Amie Ichikawa, the founder of Women II Women, monitors the condition of incarcerated women in California, who in legal documents and conversations describe how they are constantly on edge since the state began transferring men into their prisons. Ichikawa showed the Free Beacon messages she received from female inmates at Central California Women’s Facility complaining about Rivers’s behavior. Some of the women asked that their names not be printed for fear of retaliation.
"Overall, the whole vibe is, how are we supposed to rehabilitate and recover from these traumas when we’re housed with the same kind of people we were trying to get away from?" said Ichikawa, herself a former inmate at the prison.
"You thought prison would at least allow you to leave that behind while you work on yourself—meaning [leave behind] domestic abusers and woman beaters."
A 2017 study found that up to 86 percent of incarcerated women enter prison as victims of sexual violence.
Rivers could not immediately be reached for comment, and his attorney declined to discuss the case.
The California Department of Corrections and Rehabilitation said it could not comment on the female inmates' allegations, citing privacy laws and state policy.
"CDCR is committed to providing a safe, humane, respectful, and rehabilitative environment for all incarcerated people, including the transgender, non-binary, and intersex community, and is working to implement the law," a spokeswoman said in a statement.
"Very chauvinistic, demeaning to women, and prideful about it"
Rivers, formerly known as David Warfield, became a high-profile transgender activist after he was fired from a high school teaching post in 1999 for discussing with students his plans to get a sex change, the Los Angeles Times reported at the time. He sued the school and received a $150,000 settlement, which helped pay for his sex-change operation.
Years later, as a member of an all-female biker gang called the Deviants MC, Rivers reportedly stalked and threatened Charlotte Reed, a lesbian who had left the gang. In November, he was convicted of murdering Reed, her wife, and their 19-year-old son. Rivers stabbed Reed in the face and neck some 28 times.

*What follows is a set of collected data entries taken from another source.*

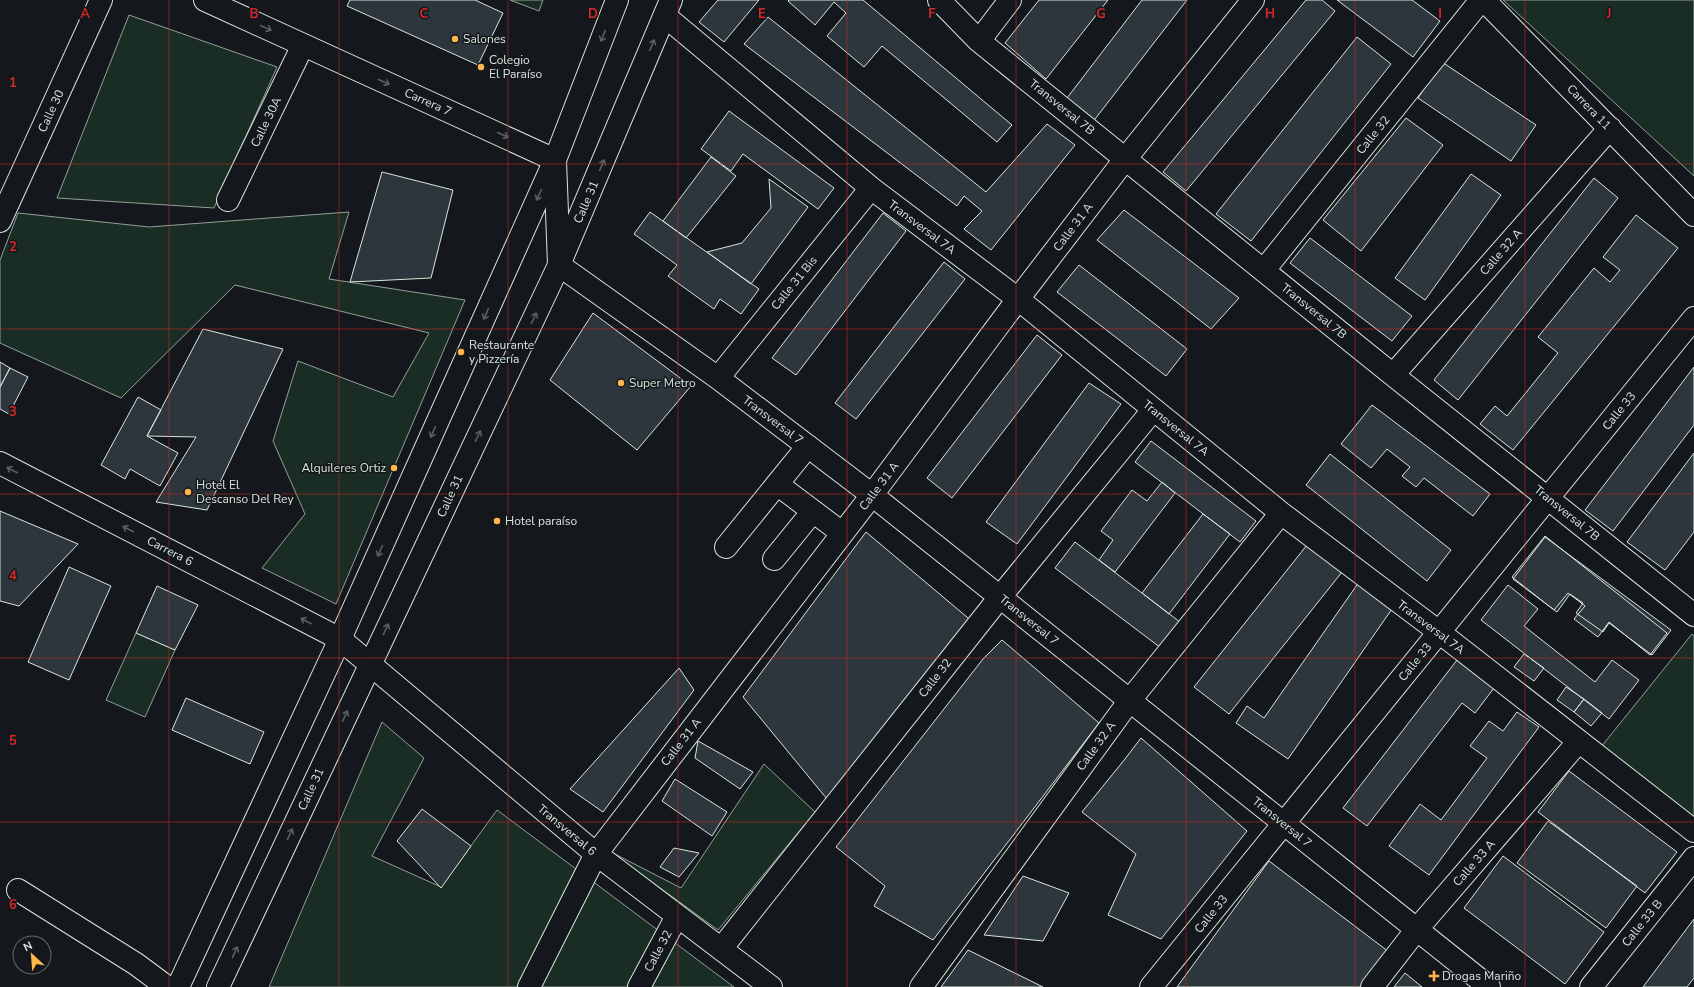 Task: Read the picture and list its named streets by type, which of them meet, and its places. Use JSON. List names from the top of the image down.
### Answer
{
  "streets": {
    "street": [
      "Carrera 7",
      "Transversal 7B",
      "Carrera 11",
      "Calle 30",
      "Calle 30A",
      "Calle 32",
      "Calle 31",
      "Transversal 7A",
      "Calle 31 A",
      "Calle 32 A",
      "Calle 31 Bis",
      "Calle 33",
      "Transversal 7",
      "Carrera 6",
      "Transversal 6",
      "Calle 33 A",
      "Calle 33 B"
    ]
  },
  "crossings": [
    ["Carrera 7", "Calle 30A"],
    ["Transversal 7B", "Calle 32"],
    ["Transversal 7B", "Calle 31 A"],
    ["Transversal 7B", "Calle 32 A"],
    ["Transversal 7B", "Calle 33"],
    ["Carrera 11", "Calle 32"],
    ["Carrera 11", "Calle 32 A"],
    ["Calle 32", "Transversal 7A"],
    ["Calle 32", "Transversal 7"],
    ["Calle 32", "Transversal 6"],
    ["Calle 31", "Transversal 7A"],
    ["Calle 31", "Transversal 7"],
    ["Calle 31", "Carrera 6"],
    ["Calle 31", "Transversal 6"],
    ["Transversal 7A", "Calle 31 A"],
    ["Transversal 7A", "Calle 32 A"],
    ["Transversal 7A", "Calle 31 Bis"],
    ["Transversal 7A", "Calle 33"],
    ["Transversal 7A", "Calle 33 A"],
    ["Calle 31 A", "Transversal 7"],
    ["Calle 31 A", "Transversal 6"],
    ["Calle 32 A", "Transversal 7"],
    ["Calle 31 Bis", "Transversal 7"],
    ["Calle 33", "Transversal 7"],
    ["Transversal 7", "Calle 33 A"],
    ["Carrera 6", "Transversal 6"]
  ],
  "one_way": ["Carrera 7", "Carrera 6"],
  "places": {
    "other": [
      "Salones",
      "Colegio El Paraíso",
      "Restaurante y Pizzería",
      "Super Metro",
      "Alquileres Ortiz",
      "Hotel El Descanso Del Rey",
      "Hotel paraíso"
    ],
    "health": ["Drogas Mariño"]
  },
  "north": "top left",
  "grid": {
    "columns": [
      "A",
      "B",
      "C",
      "D",
      "E",
      "F",
      "G",
      "H",
      "I",
      "J"
    ],
    "rows": [
      "1",
      "2",
      "3",
      "4",
      "5",
      "6"
    ]
  }
} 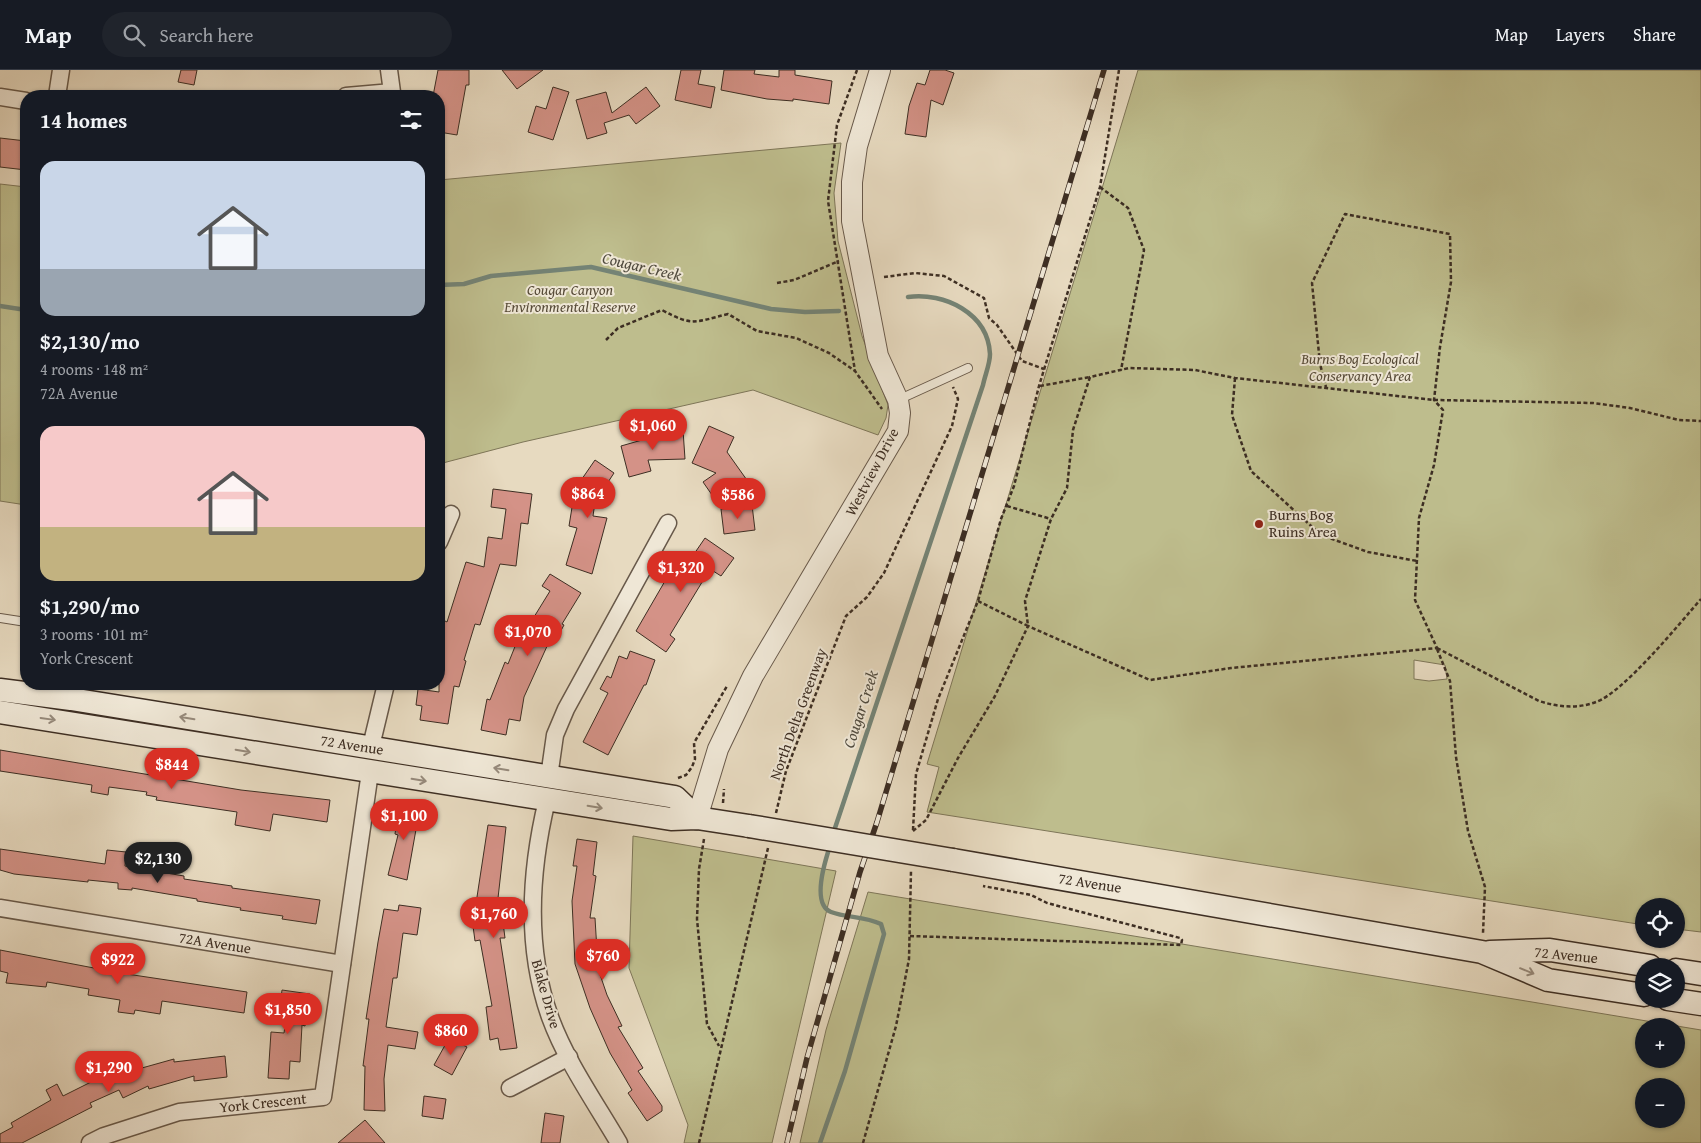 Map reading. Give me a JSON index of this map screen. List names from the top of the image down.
{
  "streets": {
    "main road": ["72 Avenue"],
    "street": [
      "Westview Drive",
      "72A Avenue",
      "Blake Drive",
      "York Crescent"
    ],
    "path": ["North Delta Greenway"]
  },
  "crossings": [
    ["Westview Drive", "72 Avenue"],
    ["72 Avenue", "Blake Drive"],
    ["72 Avenue", "York Crescent"],
    ["72A Avenue", "York Crescent"]
  ],
  "water": ["Cougar Creek"],
  "parks": ["Cougar Canyon Environmental Reserve", "Burns Bog Ecological Conservancy Area"],
  "places": ["Burns Bog Ruins Area"],
  "page": {
    "header": "Map",
    "search": "Search here",
    "nav": ["Map", "Layers", "Share"],
    "heading": "14 homes",
    "list": [
      {
        "name": "$2,130/mo",
        "note": "4 rooms · 148 m² · 72A Avenue"
      },
      {
        "name": "$1,290/mo",
        "note": "3 rooms · 101 m² · York Crescent"
      }
    ],
    "price": [
      "$1,060",
      "$864",
      "$586",
      "$1,320",
      "$1,070",
      "$844",
      "$1,100",
      "$2,130",
      "$1,760",
      "$760",
      "$922",
      "$1,850",
      "$860",
      "$1,290"
    ],
    "map_buttons": ["+", "−"]
  }
}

An inmate at the Alameda County Santa Rita Jail, where Rivers was held before being sentenced to state prison, told Ichikawa that he acted frail and pressured female inmates to push him in the wheelchair he used at the trial. But the inmate said Rivers was seen performing strenuous exercises, including "jump squats off a stool." She described Rivers as "very chauvinistic, demeaning to women, and prideful about it."
After his transfer to Central California Women’s Facility, Rivers was initially housed in a cell with another transgender killer, Shiloh Quine, who in 2015 was the first male inmate to receive a state-funded sex change. Other men incarcerated at the prison include a convicted murderer of two babies, a rapist who tortured his mother-daughter victims with electric shocks, and a man who strangled his wife when she tried to leave him and said he wants both a penis and a vagina.
In total, 52 male inmates have been moved to women’s prisons in California so far. Many of the men do not even attempt to present as women.
According to Central California Women’s Facility documents from 2022 obtained by the Free Beacon, one-third of the 287 men who sought entry to California’s women’s prisons based on claimed transgender identity were registered sex offenders.